Note that this is about slow compilation, not execution. IMHO if the output also becomes much faster, the tradeoff is reasonable. It would be interesting to know how much runtime performance changed, and in what direction, by not inlining.
On the other hand, the huge difference in compile times suggests there may be a hidden quadratic or higher complexity algorithm somewhere in the code path of the compiler when inlining is performed.
The function call overhead for an SVD-based matrix inverse should be tiny. Maybe if they are inverting 4x4 matrices, it's measurable. Inlining can give huge speedups but it should not be applied to every function without thought.
Right. Of course turning off forced inlining will speed up compilation. The article is completely silent about what it does to run time.
This is an unusual case, in that it involves code with SIMD instructions. Out of line calls usually mean the arguments have to be put on the stack, then loaded into the SIMD registers. Inlining opens up the optimization possibility of not doing that.
It's not clear what he's writing, but from the math it sounds like a physics engine for animation or games.
> IMHO if the output also becomes much faster, the tradeoff is reasonable.

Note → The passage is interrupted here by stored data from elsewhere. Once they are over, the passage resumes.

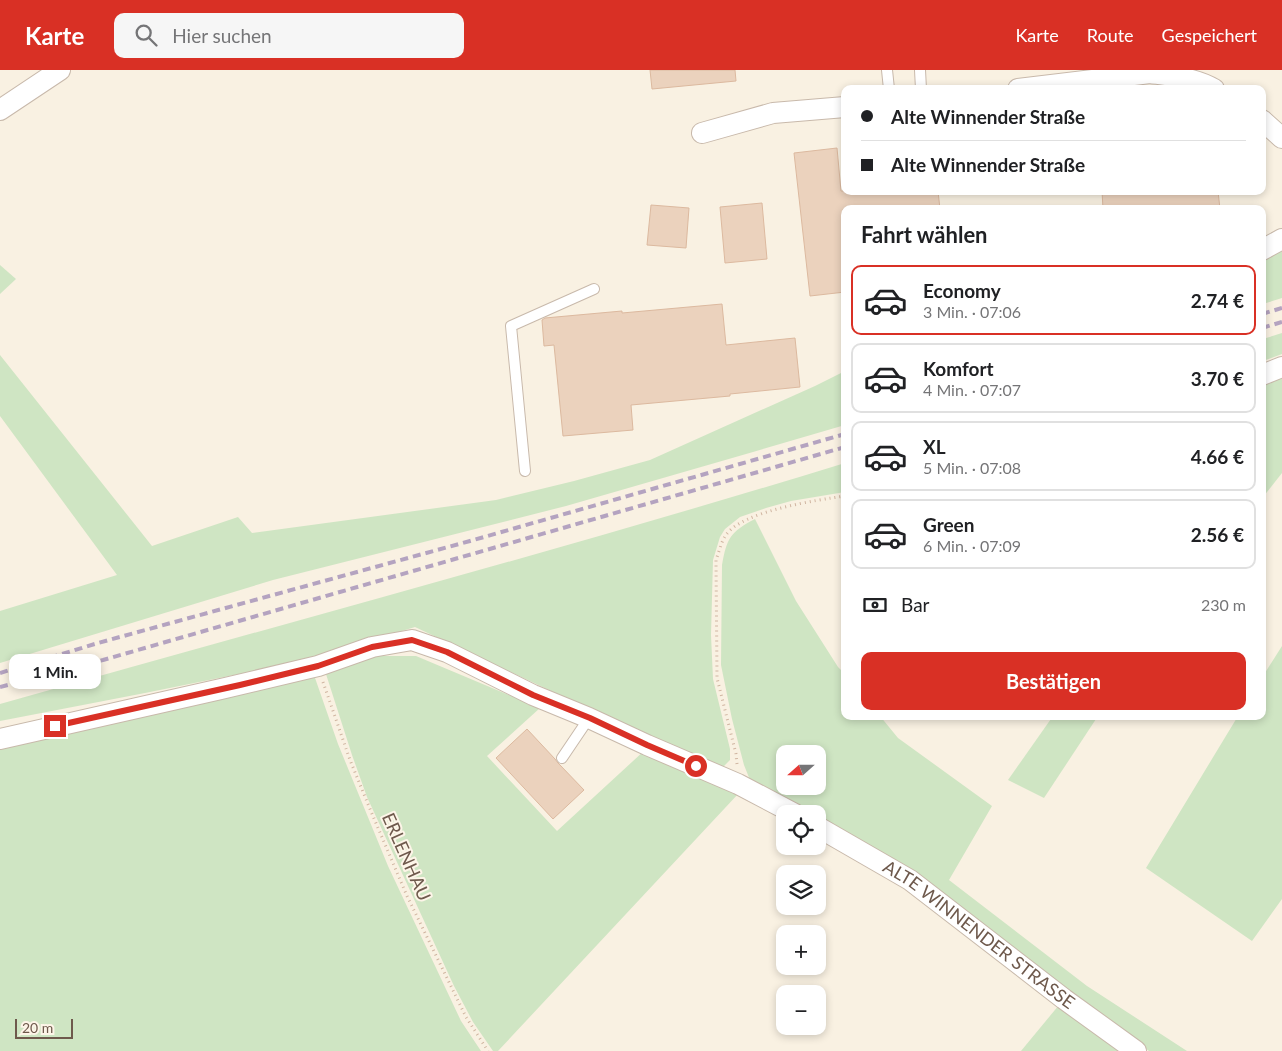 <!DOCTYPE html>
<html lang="de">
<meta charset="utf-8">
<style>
:root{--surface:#fff;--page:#f6f6f6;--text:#202124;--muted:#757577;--line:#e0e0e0;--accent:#d93025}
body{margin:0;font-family:Lato,sans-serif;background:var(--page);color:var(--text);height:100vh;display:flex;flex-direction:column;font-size:19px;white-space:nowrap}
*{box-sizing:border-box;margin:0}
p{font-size:16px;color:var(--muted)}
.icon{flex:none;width:28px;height:28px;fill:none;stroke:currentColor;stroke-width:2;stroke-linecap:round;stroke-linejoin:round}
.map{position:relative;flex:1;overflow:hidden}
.drawer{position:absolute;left:841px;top:135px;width:425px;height:515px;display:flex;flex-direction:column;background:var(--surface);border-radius:10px;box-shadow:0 2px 8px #0003}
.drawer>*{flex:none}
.top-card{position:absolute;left:841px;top:15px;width:425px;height:110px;border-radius:10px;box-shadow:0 2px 8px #0003;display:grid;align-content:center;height:110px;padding:0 20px;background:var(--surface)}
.needle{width:32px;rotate:249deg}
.tools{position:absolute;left:776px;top:675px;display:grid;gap:10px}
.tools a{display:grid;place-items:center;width:50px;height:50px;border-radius:10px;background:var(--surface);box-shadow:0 2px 8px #0003;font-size:25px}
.scale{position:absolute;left:15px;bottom:12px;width:58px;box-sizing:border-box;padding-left:5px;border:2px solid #6e594c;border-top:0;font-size:14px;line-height:18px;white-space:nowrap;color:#6e594c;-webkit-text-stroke:4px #fdf5e8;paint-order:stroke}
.end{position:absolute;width:22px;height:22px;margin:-11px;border:6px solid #d93025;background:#fff;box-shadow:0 0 0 2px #fff}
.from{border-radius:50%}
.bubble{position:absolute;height:35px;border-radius:10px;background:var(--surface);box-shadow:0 2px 8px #0003;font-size:16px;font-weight:700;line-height:35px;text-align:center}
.top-card b{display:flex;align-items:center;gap:18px;height:48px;font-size:19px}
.top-card b+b{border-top:1px solid var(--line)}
.top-card i{width:12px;height:12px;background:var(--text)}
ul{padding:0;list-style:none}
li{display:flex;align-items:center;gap:15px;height:70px;margin:0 10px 8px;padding:0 10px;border:2px solid var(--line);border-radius:10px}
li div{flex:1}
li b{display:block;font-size:19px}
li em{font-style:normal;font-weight:700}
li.on{border-color:var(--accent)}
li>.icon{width:45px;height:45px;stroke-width:1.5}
h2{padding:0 20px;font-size:22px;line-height:60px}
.pay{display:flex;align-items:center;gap:12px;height:55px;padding:0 20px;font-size:19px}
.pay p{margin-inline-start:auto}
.button{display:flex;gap:10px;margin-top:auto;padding:10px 20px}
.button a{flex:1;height:58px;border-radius:10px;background:var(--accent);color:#fff;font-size:20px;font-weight:700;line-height:58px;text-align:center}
header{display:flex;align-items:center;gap:30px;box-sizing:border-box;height:70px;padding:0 25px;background:var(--accent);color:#fff}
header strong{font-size:24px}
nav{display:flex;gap:28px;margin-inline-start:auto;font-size:18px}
.search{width:350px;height:45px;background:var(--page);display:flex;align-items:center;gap:12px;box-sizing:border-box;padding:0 18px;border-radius:10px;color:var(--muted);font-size:19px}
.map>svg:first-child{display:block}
.green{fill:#cfe5c3;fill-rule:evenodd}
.building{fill:#ebd2bd;stroke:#dcb99f}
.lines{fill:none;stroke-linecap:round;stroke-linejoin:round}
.lane-casing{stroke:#c8b9ab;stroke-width:12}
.street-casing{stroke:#c8b9ab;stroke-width:22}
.path{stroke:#d0b5a1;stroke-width:3;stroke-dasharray:1 4;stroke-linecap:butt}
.lane{stroke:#fff;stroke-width:10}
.street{stroke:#fff;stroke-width:20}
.rail{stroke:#b4a3c0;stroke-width:4;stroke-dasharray:8 5;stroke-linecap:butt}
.route{stroke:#d93025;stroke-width:6}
.labels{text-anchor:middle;stroke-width:4;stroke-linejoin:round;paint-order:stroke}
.street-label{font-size:18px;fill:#6e594c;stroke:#fdf5e8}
</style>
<header>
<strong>Karte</strong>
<div class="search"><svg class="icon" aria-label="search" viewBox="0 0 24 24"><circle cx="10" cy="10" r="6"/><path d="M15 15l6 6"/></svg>Hier suchen</div>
<nav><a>Karte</a><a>Route</a><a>Gespeichert</a></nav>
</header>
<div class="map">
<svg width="1282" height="981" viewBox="0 0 1282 981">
<rect width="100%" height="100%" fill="#f9f1e2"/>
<!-- green -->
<g class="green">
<polygon points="1282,177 1282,228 1263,234 1262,189"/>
<polygon points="0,195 16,209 0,224"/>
<polygon points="1282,263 1282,284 1263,291 1263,269"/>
<polygon points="0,285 152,476 238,447 252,463 496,430 574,411 650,390 815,316 845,301 845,355 753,382 566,436 273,510 0,593 0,541 117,505 0,346"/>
<polygon points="1282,306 1282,403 1263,427 1262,314"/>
<path d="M845,393V422L791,431L766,438L740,447L725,459L720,467L713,490L711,565L713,609L730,679V690L722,698L713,697L415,557L307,590L145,623L0,651V634C282,554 565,479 845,393Z"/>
<path d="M755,449L796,531L838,597L845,604V646H880L898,668L992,736L949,810L1087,916L1187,981H1149L943,827L818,751V744H804L752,715L744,695L732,649L721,595L722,495C727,468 730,462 755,449ZM785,684H818V716H785Z"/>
<polygon points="1282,576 1282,829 1252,871 1146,798 1238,646 1262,646 1263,606"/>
<polygon points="377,586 416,586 540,638 487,686 557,761 645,680 739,723 498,981 493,981 473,952 454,916 367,727 352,685 325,601"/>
<polygon points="314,605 338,674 388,796 461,951 481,981 0,981 0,676"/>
<polygon points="1053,646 1098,646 1044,728 1008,710"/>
<polygon points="1064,929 1136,981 1021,981"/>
</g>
<!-- building -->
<g class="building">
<polygon points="650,0 735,0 736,11 652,19"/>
<polygon points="837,78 841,121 938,121 940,139 843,139 845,154 845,222 810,226 794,83"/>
<polygon points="1102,121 1218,121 1220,139 1103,139"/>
<polygon points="762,133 767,189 725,193 720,137"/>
<polygon points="651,135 689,138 686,178 647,175"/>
<polygon points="722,234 726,275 795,268 800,317 730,324 730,326 631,335 633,360 563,366 554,275 544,276 542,250 545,248 622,241 622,243"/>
<polygon points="527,659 555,689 558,693 560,695 584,720 553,749 496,688"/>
</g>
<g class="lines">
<defs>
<g id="lane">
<polyline points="887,0 889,19"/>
<polyline points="920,0 921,19"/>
<polyline points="525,401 511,256 594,219"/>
<polyline points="562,688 589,648"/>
</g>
<g id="street">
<path d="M1018,19L1150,3C1172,6 1195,8 1214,19"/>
<polyline points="0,40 60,0"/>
<polyline points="1262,50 1282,68"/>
<polyline points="702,63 773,43 845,37"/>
<polyline points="1262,180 1282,169"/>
<polyline points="1262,305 1282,297"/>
<polyline points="0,669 221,619 318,596 372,577 412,570 447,582 533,625 589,648 647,675 738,714 795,744"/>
<path id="s1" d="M818,757L910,810L1064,929L1136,981"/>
</g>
</defs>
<!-- lane casing -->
<use href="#lane" class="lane-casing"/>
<!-- street casing -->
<use href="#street" class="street-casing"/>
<!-- path -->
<g class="path">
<polyline points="323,612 350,690 370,739 407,826 466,947 488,981"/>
<path d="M737,694L736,684L717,608L716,490C719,482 721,472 726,465C742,441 817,430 845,426"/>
</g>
<!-- lane -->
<use href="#lane" class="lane"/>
<!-- street -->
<use href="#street" class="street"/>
<!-- rail -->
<g class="rail">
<polyline points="1262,244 1282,238"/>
<polyline points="1262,258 1282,252"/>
<polyline points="0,603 98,573 470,471 845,364"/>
<polyline points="0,617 103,590 845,377"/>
</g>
</g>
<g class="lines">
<!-- route -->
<polyline class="route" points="55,656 240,615 318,596 372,577 412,570 447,582 533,625 590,648 647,675 696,696"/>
</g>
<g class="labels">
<!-- street labels -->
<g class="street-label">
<text transform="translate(406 787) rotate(66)" y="6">ERLENHAU</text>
<text dy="6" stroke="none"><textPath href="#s1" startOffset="194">ALTE WINNENDER STRASSE</textPath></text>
</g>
</g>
</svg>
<div class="tools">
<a><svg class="needle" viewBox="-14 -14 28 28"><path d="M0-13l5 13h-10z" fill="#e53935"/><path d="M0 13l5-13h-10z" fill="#757577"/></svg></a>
<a><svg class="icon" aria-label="locate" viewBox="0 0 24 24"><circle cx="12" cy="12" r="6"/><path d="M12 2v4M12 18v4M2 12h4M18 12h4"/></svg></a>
<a><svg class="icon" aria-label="layers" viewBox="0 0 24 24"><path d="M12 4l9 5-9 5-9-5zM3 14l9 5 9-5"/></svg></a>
<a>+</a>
<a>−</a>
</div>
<div class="scale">20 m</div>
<i class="end from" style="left:696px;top:696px"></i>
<i class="end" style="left:55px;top:656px"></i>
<div class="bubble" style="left:9px;top:584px;width:92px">1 Min.</div>
<div class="top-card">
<b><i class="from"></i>Alte Winnender Straße</b>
<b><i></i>Alte Winnender Straße</b>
</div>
<section class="drawer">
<h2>Fahrt wählen</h2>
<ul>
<li class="on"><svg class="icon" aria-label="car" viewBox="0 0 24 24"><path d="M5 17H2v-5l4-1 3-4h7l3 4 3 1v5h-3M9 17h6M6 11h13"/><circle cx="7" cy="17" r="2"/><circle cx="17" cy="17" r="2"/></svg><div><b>Economy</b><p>3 Min. · 07:06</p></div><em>2.74 €</em></li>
<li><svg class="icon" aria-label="car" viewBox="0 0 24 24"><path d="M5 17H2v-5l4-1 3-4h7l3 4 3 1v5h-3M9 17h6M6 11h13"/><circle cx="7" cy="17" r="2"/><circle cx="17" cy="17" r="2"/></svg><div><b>Komfort</b><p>4 Min. · 07:07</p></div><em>3.70 €</em></li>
<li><svg class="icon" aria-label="car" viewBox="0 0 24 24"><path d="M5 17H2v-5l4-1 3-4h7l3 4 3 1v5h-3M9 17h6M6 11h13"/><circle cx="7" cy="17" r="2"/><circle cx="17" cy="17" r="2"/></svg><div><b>XL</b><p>5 Min. · 07:08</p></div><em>4.66 €</em></li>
<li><svg class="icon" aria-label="car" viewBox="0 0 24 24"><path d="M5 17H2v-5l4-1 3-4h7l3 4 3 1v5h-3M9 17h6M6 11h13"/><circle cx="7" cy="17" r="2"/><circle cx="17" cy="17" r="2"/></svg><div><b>Green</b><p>6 Min. · 07:09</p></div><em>2.56 €</em></li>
</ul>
<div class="pay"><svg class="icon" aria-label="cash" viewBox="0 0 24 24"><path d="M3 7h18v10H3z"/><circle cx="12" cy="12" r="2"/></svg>Bar<p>230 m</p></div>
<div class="button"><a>Bestätigen</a></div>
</section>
</div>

The output may be faster in terms of CPU cycles, but the executable will have a larger memory footprint, which can cause performance problems when it comes to swapping, eviction of file-backed pages, etc.
aside from compilation time, inlining doesn’t mean your program will run faster, because now you’re filling your icache with the inlined instructions rather than a call instruction, that might be flushed away on a missed branch prediction.
True, but less so now than a decade ago; if it's a hot path (which anything `__forceinline` presumably is, assuming the author has a reasonable understanding of optimization) inlining is usually going to be a performance win, and often a cache/code size win as well (optimizing the inlined code, avoiding register spills).
True, and the functions in which inlining is most effective are small non recursive functions that don't lose any debug info from omitting the frame pointer.
On the other hand, the huge difference in compile times suggests there may be a hidden quadratic or higher complexity algorithm somewhere in the code path of the compiler when inlining is performed.